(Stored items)
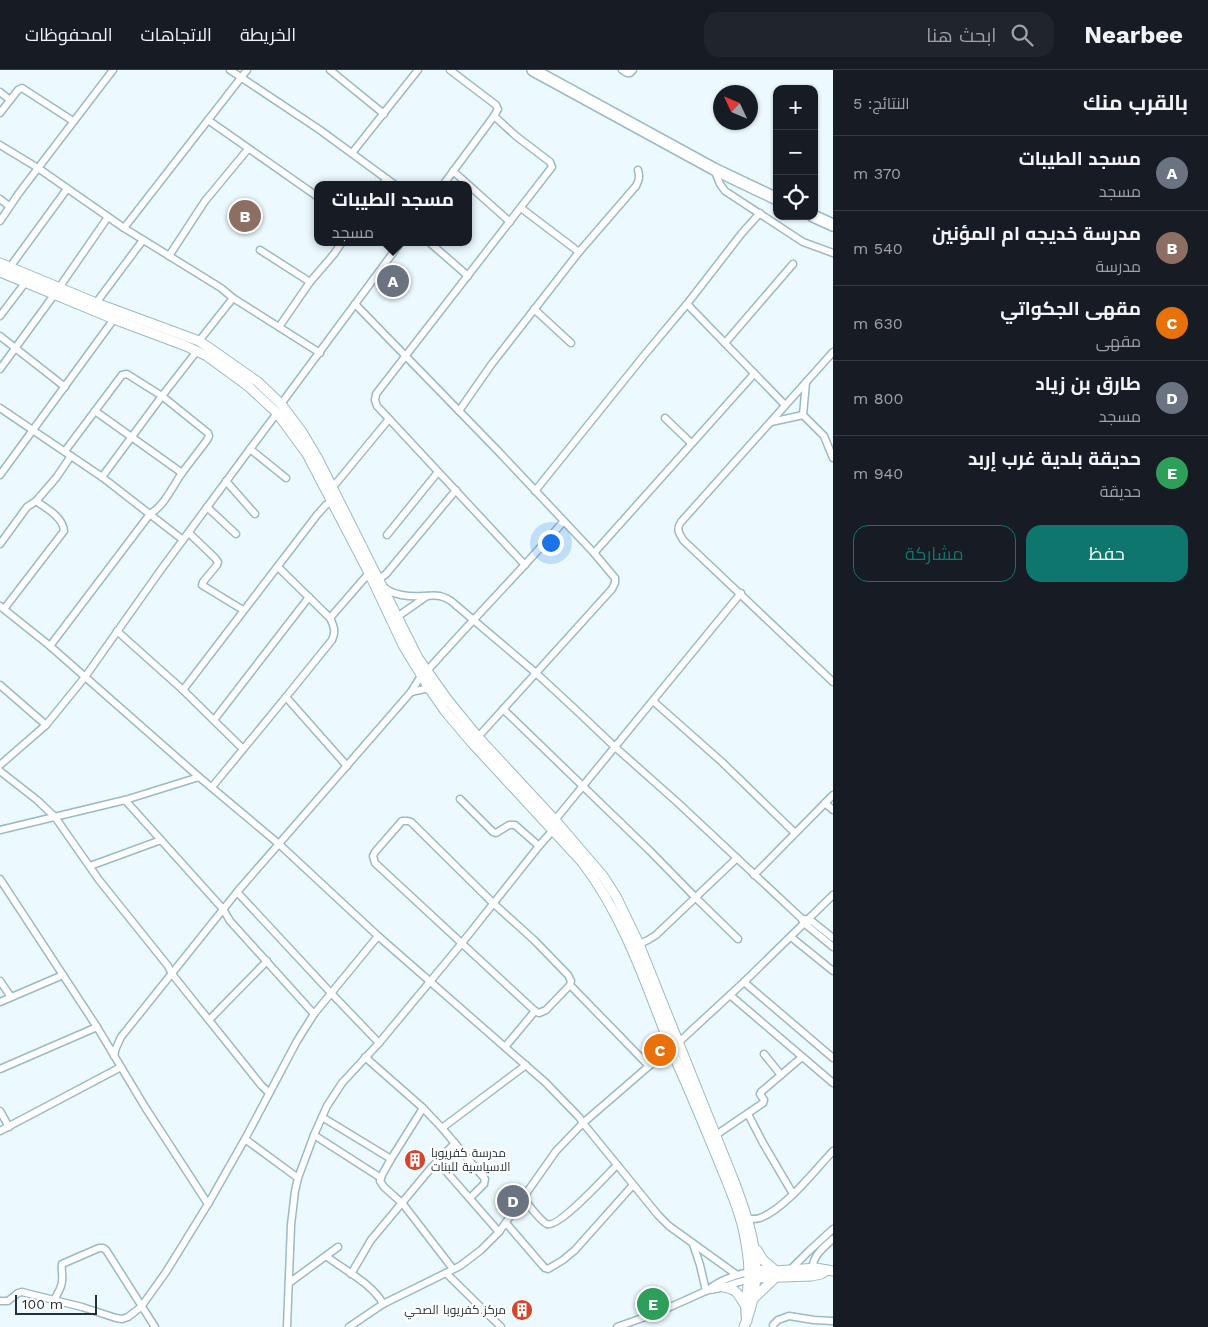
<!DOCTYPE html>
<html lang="ar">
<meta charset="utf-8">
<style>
body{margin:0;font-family:"Work Sans",Cairo,sans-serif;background:#20242c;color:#f1f3f6;direction:rtl}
.controls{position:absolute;right:15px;top:15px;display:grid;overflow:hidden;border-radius:10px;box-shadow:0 1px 4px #0004}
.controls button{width:45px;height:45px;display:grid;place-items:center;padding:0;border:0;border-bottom:1px solid #363941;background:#171b24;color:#f1f3f6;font:25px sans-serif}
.compass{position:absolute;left:713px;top:15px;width:45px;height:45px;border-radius:50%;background:#171b24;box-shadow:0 1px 4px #0004;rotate:314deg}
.scale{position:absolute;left:15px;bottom:12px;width:82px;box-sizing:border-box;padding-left:5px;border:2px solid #243136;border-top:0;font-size:14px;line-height:18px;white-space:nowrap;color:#243136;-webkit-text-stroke:4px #fff;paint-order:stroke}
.you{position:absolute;left:550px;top:472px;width:18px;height:18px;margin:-12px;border:4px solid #fff;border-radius:50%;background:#1a73e8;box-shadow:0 0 0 8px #1a73e833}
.badge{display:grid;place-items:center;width:32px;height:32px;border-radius:50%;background:#0f766e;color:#fff;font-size:16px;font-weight:700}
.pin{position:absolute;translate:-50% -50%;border:2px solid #fff;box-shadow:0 1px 5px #0006}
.popup{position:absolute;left:314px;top:111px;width:158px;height:65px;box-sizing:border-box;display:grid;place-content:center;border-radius:10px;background:#171b24;filter:drop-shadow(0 1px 4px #0005);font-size:16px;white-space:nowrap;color:#9ea1a6}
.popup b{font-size:19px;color:#f1f3f6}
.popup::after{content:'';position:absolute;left:50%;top:100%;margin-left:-10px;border:10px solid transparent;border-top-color:#171b24}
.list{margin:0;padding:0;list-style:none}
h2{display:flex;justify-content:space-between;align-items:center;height:65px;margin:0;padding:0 20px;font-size:21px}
h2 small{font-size:16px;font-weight:400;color:#9ea1a6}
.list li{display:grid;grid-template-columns:32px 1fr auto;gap:15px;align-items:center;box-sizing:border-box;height:75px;padding:0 20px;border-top:1px solid #363941}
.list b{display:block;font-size:19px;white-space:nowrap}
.list p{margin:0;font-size:16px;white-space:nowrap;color:#9ea1a6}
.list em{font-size:16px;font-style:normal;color:#9ea1a6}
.actions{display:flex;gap:10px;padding:15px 20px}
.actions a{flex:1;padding:11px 0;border:1px solid #0f766e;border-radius:15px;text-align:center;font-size:18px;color:#0f766e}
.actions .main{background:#0f766e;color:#fff}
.icon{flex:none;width:28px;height:28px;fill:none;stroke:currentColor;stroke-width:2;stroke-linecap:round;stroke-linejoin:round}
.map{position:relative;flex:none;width:833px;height:1257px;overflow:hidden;direction:ltr}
header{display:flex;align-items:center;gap:30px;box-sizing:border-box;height:70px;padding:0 25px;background:#171b24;border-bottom:1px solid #363941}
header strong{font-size:24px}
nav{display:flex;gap:28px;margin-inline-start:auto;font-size:18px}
.search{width:350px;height:45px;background:#20242c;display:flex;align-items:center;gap:12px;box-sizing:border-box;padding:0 18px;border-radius:15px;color:#9ea1a6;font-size:19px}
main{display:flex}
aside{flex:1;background:#171b24}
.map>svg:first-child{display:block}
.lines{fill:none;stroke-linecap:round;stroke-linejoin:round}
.street-casing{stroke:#9bbac7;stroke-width:9}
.secondary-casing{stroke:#9bbac7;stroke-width:11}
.highway-casing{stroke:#9bbac7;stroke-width:14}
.street{stroke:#fff;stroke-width:6}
.secondary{stroke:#fff;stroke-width:9}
.highway{stroke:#fff;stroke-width:11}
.labels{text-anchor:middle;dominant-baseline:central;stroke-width:5;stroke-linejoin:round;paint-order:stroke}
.poi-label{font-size:12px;fill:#243136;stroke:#fff;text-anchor:start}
</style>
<header>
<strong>Nearbee</strong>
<div class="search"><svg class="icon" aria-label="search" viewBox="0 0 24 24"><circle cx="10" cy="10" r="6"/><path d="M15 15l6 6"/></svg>ابحث هنا</div>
<nav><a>الخريطة</a><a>الاتجاهات</a><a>المحفوظات</a></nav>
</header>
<main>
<aside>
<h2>بالقرب منك<small>النتائج: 5</small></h2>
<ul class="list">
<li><span class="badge" style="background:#6b7280">A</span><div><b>مسجد الطيبات</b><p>مسجد</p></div><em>370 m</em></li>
<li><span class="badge" style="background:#8d6e63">B</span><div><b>مدرسة خديجه ام المؤنين</b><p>مدرسة</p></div><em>540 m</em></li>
<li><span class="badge" style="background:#e8710a">C</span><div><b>مقهى الجكواتي</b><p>مقهى</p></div><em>630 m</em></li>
<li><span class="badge" style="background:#6b7280">D</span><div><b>طارق بن زياد</b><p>مسجد</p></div><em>800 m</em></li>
<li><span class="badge" style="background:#2e9e5b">E</span><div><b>حديقة بلدية غرب إربد</b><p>حديقة</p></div><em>940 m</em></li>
</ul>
<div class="actions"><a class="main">حفظ</a><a>مشاركة</a></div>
</aside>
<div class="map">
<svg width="833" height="1257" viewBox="0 0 833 1257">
<rect width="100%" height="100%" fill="#ecf9fe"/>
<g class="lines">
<g class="street-casing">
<g id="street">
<path d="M230,0L320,60L395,115"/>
<path d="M330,0L384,44"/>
<path d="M622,0L627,3H630L633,0"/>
<path d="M0,22L10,30"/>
<path d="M0,43L18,20L22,18L73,51"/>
<path d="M494,46L516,66L550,92L552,97L376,324L375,330L377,336L525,495"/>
<path d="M208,50L318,127"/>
<path d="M0,75L38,98L124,158L221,218L233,228L320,283"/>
<path d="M352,83L418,0"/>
<path d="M714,99L720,114L725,121L803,172L833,183"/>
<path d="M453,101L510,152"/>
<path d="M382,115L387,109"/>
<path d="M443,115L494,46L498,39L496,35L450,0"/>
<path d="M0,129L9,136"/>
<path d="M521,138L579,182"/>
<path d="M0,151L19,123L113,0"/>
<path d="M124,158L247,0"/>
<path d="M429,172L468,206"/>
<path d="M260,180L310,212"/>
<path d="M169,186L205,131L248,79"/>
<path d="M10,197L67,119"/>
<path d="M96,233L143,170"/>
<path d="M355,234L498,381L594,483L615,508V513L612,519L478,667"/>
<path d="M687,234L785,335"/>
<path d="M534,239L571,273"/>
<path d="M0,246L25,213"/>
<path d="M279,257L310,212L334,184L342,172"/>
<path d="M0,266L65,317"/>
<path d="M199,271L233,228"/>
<path d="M725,273L793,194"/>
<path d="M833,282L681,452C676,459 679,463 683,470L833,612"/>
<path d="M0,299L54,225L108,147"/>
<path d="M281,334L401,172"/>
<path d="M0,338L102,407L183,470"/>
<path d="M95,341L182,403"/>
<path d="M459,341L491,295L579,182L636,116C639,110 640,107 638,100"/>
<path d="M803,345L806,312"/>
<path d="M665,348L691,373"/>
<path d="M771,352L803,345L824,366L833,388"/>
<path d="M250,379L286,408"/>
<path d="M0,405L114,249"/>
<path d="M102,407L162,326L197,281"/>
<path d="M226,411L255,444"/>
<path d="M333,417L389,349"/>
<path d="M535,421L646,283L687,234L742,163L760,143"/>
<path d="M36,431L56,408L71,386"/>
<path d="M207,437L236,464"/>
<path d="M189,463L215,488L218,492L217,495L203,512L202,515L243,540"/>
<path d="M387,465L438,402"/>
<path d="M0,474L27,437L36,431C46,438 63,447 64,461L4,539"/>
<path d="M594,483L754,304"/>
<path d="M379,509L386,504L456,420"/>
<path d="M382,515C391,526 411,527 424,526C429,526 434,525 440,526C444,527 448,529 451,531L536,603L576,640L615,677L677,732L801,848L804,853L833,877"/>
<path d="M0,536L50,576L199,707L279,774L378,866L545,1012L579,1047L583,1053L658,1145L669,1156L737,1205"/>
<path d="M397,547L427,526"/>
<path d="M330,548L369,503"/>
<path d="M117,561L183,620L243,679"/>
<path d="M50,576L150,444C165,435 172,417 182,403C190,392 199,381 207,370L209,366L208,363L162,326L127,304L122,305L65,381"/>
<path d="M427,601C472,550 519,503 563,452"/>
<path d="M0,615L46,655"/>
<path d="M183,620L317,445L326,435L332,431"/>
<path d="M411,622L429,618"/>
<path d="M286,627L347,696"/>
<path d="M653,631L722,692L795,763"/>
<path d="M503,639L650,781L696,828L738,869"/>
<path d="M214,650L309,527"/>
<path d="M0,695L46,655L85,607L160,501L250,379L277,343"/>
<path d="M0,701L37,730L55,747L99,810L168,896L172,904L261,1015L269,1023"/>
<path d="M212,717L286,627L332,570C336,562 334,556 330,548L278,497"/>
<path d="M460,729L493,762L496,763L509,755H515L539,776"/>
<path d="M125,730L223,839L230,851L314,944"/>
<path d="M825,733L833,740"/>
<path d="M555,750L741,523"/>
<path d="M0,760L125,730L199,707"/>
<path d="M90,796L161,770"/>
<path d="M754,805L833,725"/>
<path d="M0,809L97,957L145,1037L208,1134"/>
<path d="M237,822L331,923L379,973"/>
<path d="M805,849L813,852L833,868"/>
<path d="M791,867L833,901"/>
<path d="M635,876L648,870L656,865L737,788"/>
<path d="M0,911L11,927"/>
<path d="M744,912L833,988"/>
<path d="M570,915L546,940L539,943L535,941L375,793L373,786L375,782L402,751H408L411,752L493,833L534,870L568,905L571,911L570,915L649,996"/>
<path d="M730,925L833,1013"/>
<path d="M0,932L63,905"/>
<path d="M209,950L267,891"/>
<path d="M679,972L744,912L833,825"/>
<path d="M505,977L535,941"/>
<path d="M764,984L781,1005"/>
<path d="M114,986L116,978L121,967L237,822L411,622L421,606"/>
<path d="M365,987L423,1038L442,1058L485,1109L484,1114L470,1128"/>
<path d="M0,999L97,957"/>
<path d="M423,1038L391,1089L382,1105L380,1111L384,1117L403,1134L453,1199"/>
<path d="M0,1041L9,1057"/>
<path d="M748,1044L763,1073L793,1124"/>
<path d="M322,1047L391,1089"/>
<path d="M442,1058L526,995"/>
<path d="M0,1061L121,997"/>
<path d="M314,1065L381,1108"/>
<path d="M716,1065L763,1033L764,1030L760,1024L761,1022L802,987"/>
<path d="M245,1069L298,1108"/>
<path d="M437,1091L499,1162"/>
<path d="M523,1128C529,1135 540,1151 547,1154C558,1159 607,1105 617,1095"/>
<path d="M744,1150C749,1148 754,1150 760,1148C786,1138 814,1101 833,1081"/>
<path d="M506,1153L543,1196L545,1198L548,1199L563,1190L575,1180L633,1115"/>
<path d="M693,1174L700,1195L706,1221"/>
<path d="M326,1186C344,1200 373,1214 383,1234"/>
<path d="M790,1200L809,1181L833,1159"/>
<path d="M812,1202C812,1186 822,1179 833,1169"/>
<path d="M446,1203L501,1257"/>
<path d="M351,1204L371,1170L431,1098L455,1073"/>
<path d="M289,1213L338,1177"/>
<path d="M708,1220C719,1210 735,1205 749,1202"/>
<path d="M54,1230C57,1224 62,1218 62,1211C63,1205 61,1200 62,1194L99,1178H103L106,1180L155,1257"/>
<path d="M0,1231H8L18,1223L22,1222L82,1237L116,1248L122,1249L128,1247L141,1237L166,1202L208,1134L245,1069L297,971L314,944L378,866"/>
<path d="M773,1255L778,1250L789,1246L814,1250L833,1251"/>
<path d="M287,1257L291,1155L295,1121L298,1108L314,1065L327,1036L342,1013L379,973L462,873L539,776L553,760"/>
<path d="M349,1257L383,1234L460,1196L481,1180L499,1162L556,1081L583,1053L649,996L672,979"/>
<path d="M617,1257L659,1242L708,1220C723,1220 735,1211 749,1210"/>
</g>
</g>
<g class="secondary-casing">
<g id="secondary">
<path d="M0,193L96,233L199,271L208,277L258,312L281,334L302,362L318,389L418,588L447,629L478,667L555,750L603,806L617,828L639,874L734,1111C753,1162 767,1204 744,1257"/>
<path d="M0,202L114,249L186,276L207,286L248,316L277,343L307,384L369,503L404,577L429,618L445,641L472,673L582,792C628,852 649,925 677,993C691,1024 704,1056 717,1087C726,1110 737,1133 743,1158C746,1172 749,1188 749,1203C749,1219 743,1235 747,1251"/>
<path d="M757,1180L763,1190L776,1201"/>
<path d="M752,1202L756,1200L776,1201L816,1198L833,1201"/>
<path d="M751,1209L756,1208L812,1206L821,1204L827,1200"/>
<path d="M723,1217C737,1219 738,1224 745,1235"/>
<path d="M754,1228L776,1207"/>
</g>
</g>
<g class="highway-casing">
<g id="highway">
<path d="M533,0L714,99L777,129"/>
<path d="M813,146L833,155"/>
</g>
</g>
<use href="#street" class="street"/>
<use href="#secondary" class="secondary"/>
<use href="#highway" class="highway"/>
</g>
<defs>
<g id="building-disc" transform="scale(1.125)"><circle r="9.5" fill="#d2472e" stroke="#fff"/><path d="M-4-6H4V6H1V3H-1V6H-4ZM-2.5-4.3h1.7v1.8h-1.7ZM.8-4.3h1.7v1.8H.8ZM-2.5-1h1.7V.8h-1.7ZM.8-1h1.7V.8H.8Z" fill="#fff"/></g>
</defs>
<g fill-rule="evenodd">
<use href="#building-disc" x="415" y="1090"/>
<use href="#building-disc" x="522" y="1240"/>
</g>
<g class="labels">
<g class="poi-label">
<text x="431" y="1083">مدرسة كفريوبا<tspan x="431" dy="14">الاسياسية للبنات</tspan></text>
<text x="506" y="1240" text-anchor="end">مركز كفريوبا الصحي</text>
</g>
</g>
</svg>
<div class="controls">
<button>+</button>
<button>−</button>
<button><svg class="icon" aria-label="locate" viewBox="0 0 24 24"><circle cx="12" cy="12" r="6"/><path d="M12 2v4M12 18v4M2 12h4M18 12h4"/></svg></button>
</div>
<svg class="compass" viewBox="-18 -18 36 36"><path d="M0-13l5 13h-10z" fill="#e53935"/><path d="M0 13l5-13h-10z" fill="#9ea1a6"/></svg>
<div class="scale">100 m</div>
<div class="you"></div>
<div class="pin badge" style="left:393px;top:211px;background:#6b7280">A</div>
<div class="popup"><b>مسجد الطيبات</b>مسجد</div>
<div class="pin badge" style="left:245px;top:146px;background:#8d6e63">B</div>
<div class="pin badge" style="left:660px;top:980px;background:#e8710a">C</div>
<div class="pin badge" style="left:513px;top:1131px;background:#6b7280">D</div>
<div class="pin badge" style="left:653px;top:1234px;background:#2e9e5b">E</div>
</div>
</main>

**TASK TO CARRY OUT**: Please go line by line through the records above, copying each one that holds the string "linecap".

**TASK SOLUTION**:
.icon{flex:none;width:28px;height:28px;fill:none;stroke:currentColor;stroke-width:2;stroke-linecap:round;stroke-linejoin:round}
.lines{fill:none;stroke-linecap:round;stroke-linejoin:round}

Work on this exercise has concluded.